When ‘solutions of yesterday become problems of today’: Crisis-ridden decision making in a complex adaptive system (CAS): The Additional Duty Hours Allowance in Ghana
Agyepong IA, Kodua A, Adjei S and Adam T: Health Policy and Planning 27 (suppl): iv20–iv31, 27 September 2012

Implementation of policies (decisions) in the health sector is sometimes defeated by the system’s response to the policy itself. This can lead to counter-intuitive, unanticipated, or more modest effects than expected by those who designed the policy. The health sector fits the characteristics of complex adaptive systems (CAS) and complexity is at the heart of this phenomenon. Anticipating both positive and negative effects of policy decisions, understanding the interests, power and interaction between multiple actors and planning for the delayed and distal impact of policy decisions are essential for effective decision making in CAS. Failure to appreciate these elements often leads to a series of reductionist approach interventions or ‘fixes’. This in turn can initiate a series of negative feedback loops that further complicates the situation over time. In this paper, researchers use a case study of the Additional Duty Hours Allowance (ADHA) policy in Ghana to illustrate these points. Using causal loop diagrams, they unpack the intended and unintended effects of the policy and how these effects evolved over time. The overall goal is to advance our understanding of decision making in complex adaptive systems; and through this process identify some essential elements in formulating, updating and implementing health policy that can help to improve attainment of desired outcomes and minimise negative unintended effects.

Where do the three candidates for the next WHO Director General stand on the most challenging global health issues of the decade?
AE Birn, YG Pillay, TH Holtz: PLOSBLOGS, 4 May 2017

PLOSBLOGS hosted a question and answer with the three final candidates for the World Health Organisation (WHO) Director General being directly elected by countries in the 2017 World Health Assembly. The article provides the questions and interview responses in full.

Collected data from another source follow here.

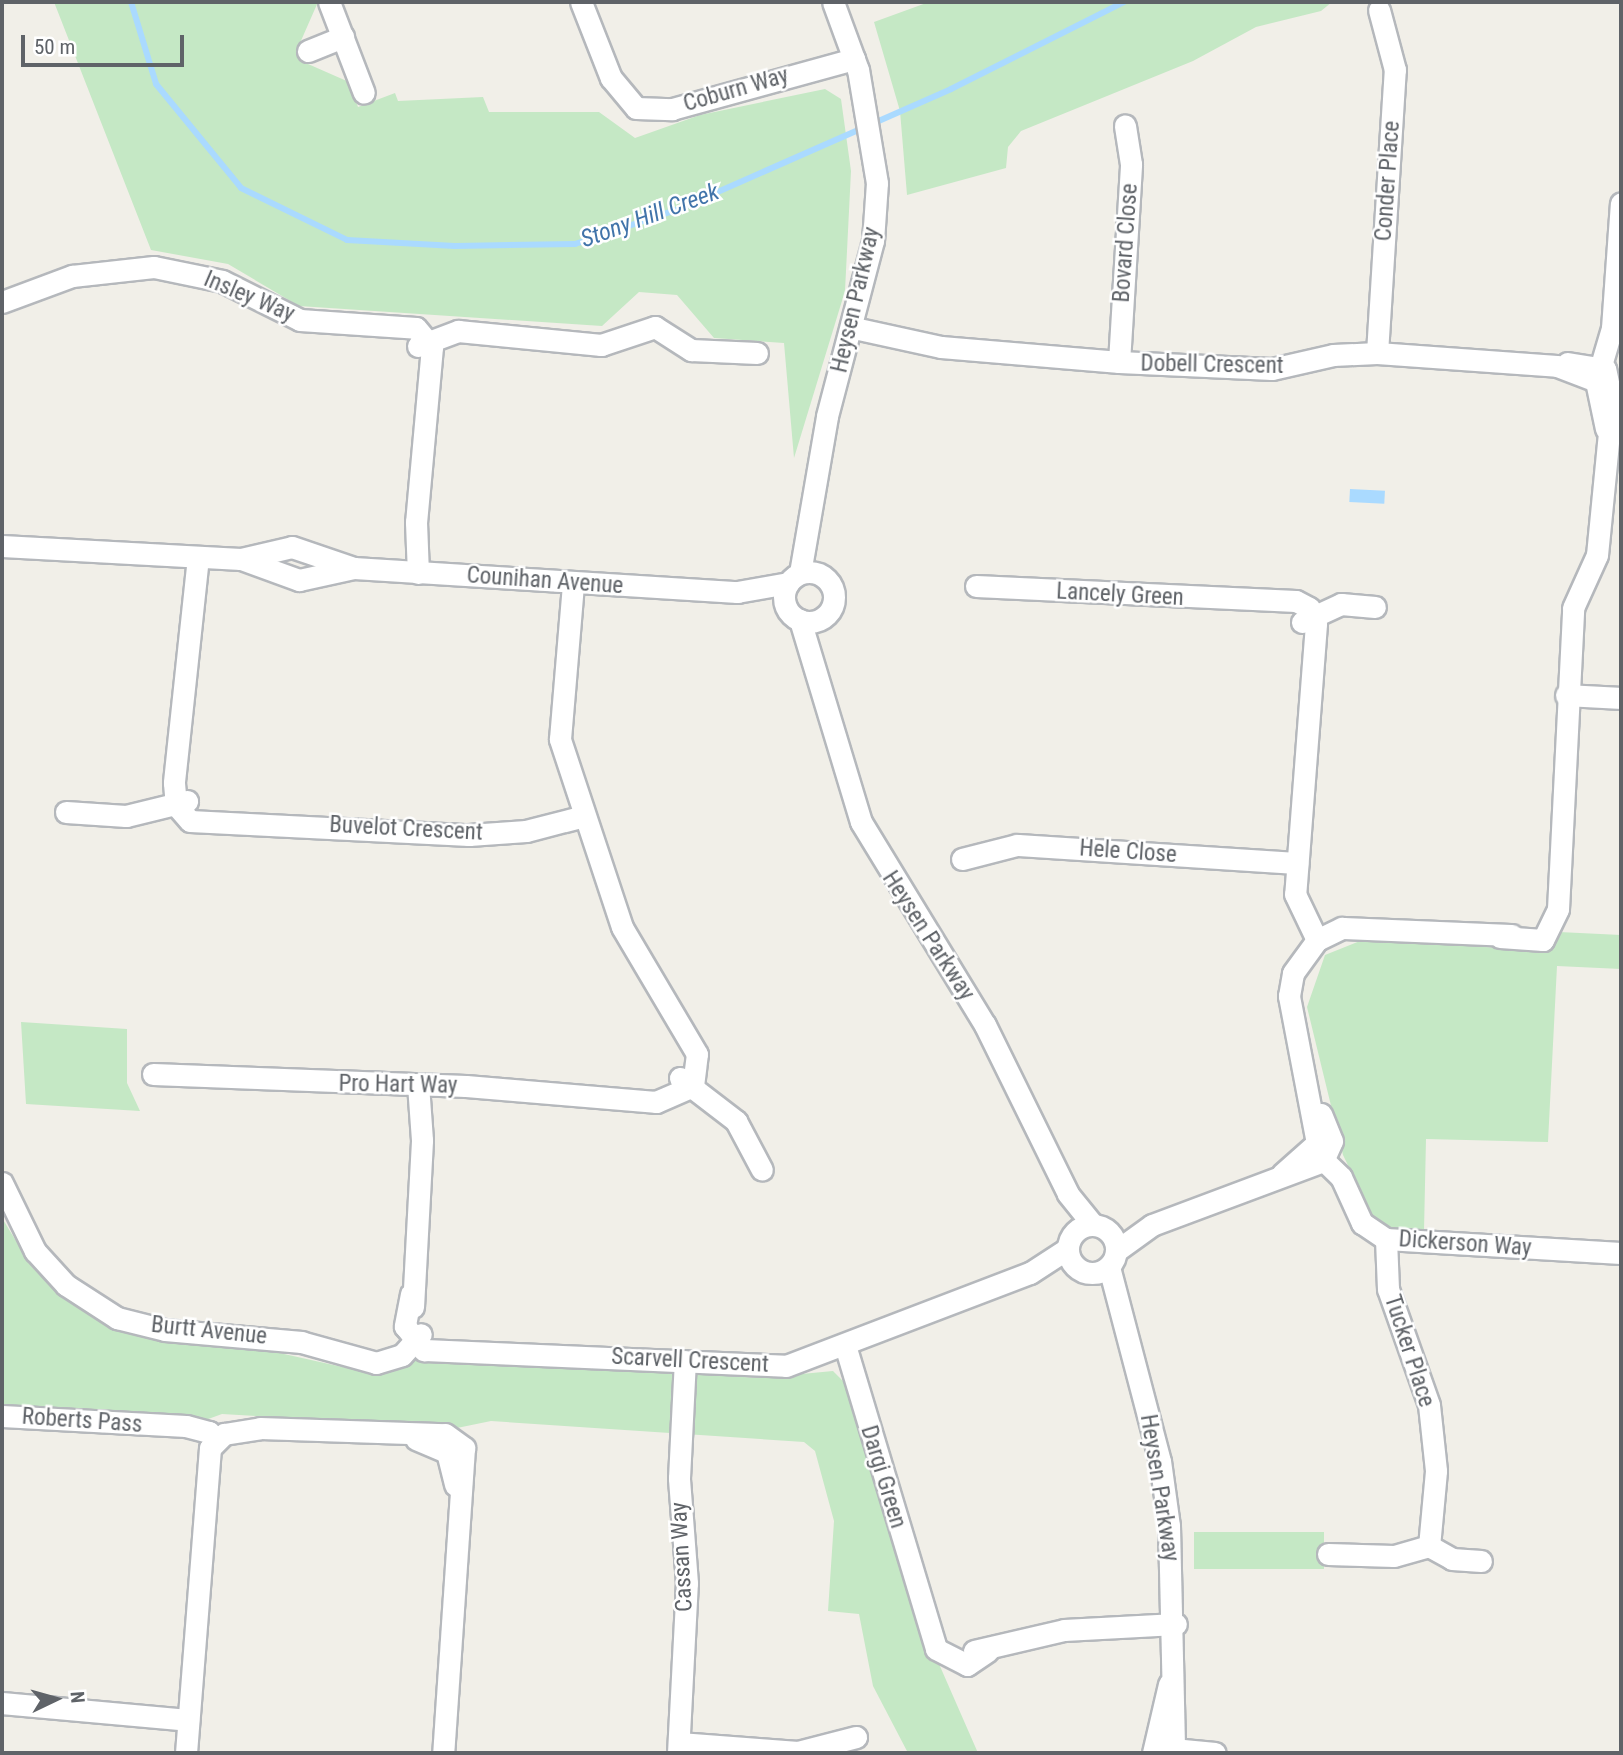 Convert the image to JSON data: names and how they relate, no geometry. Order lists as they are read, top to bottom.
{
  "streets": {
    "street": [
      "Coburn Way",
      "Conder Place",
      "Bovard Close",
      "Insley Way",
      "Heysen Parkway",
      "Dobell Crescent",
      "Counihan Avenue",
      "Lancely Green",
      "Buvelot Crescent",
      "Hele Close",
      "Pro Hart Way",
      "Dickerson Way",
      "Burtt Avenue",
      "Tucker Place",
      "Scarvell Crescent",
      "Roberts Pass",
      "Dargi Green",
      "Cassan Way"
    ]
  },
  "crossings": [
    ["Coburn Way", "Heysen Parkway"],
    ["Conder Place", "Dobell Crescent"],
    ["Bovard Close", "Dobell Crescent"],
    ["Heysen Parkway", "Dobell Crescent"],
    ["Heysen Parkway", "Counihan Avenue"],
    ["Heysen Parkway", "Scarvell Crescent"],
    ["Heysen Parkway", "Dargi Green"],
    ["Dickerson Way", "Tucker Place"],
    ["Burtt Avenue", "Scarvell Crescent"],
    ["Scarvell Crescent", "Dargi Green"],
    ["Scarvell Crescent", "Cassan Way"]
  ],
  "water": ["Stony Hill Creek"],
  "scale_bar": "50 m",
  "north": "right"
}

The authors note in an analysis of the candidates’ responses that none of the candidates discussed issues of social justice in their responses regarding the societal determinants of health or mentioned the recommendations of the WHO Commission on Social Determinants of Health on global power asymmetries, specifically the need to “tackle the inequitable distribution of power, money, and resources.” In terms of the role of non-state actors in neutering public accountability at WHO, none of the candidates articulated the intrinsic differences in power and access between public-interest entities and corporate/philanthropic actors under the non-state actor rubric. All three seem to think FENSA will resolve the problems of private influence on the WHO agenda, which the authors of the article doubt. To improve health and health equity, all three candidates invoked Universal Health Coverage without specifying the role of public provision, comprehensive coverage, and equity in access, quality, and financing for health care systems. In relation to health equity and social determinants of health, all three candidates mentioned intersectoralism and social inclusion, partnerships, and WHO technical expertise, but did not give attention to the political context of these challenges.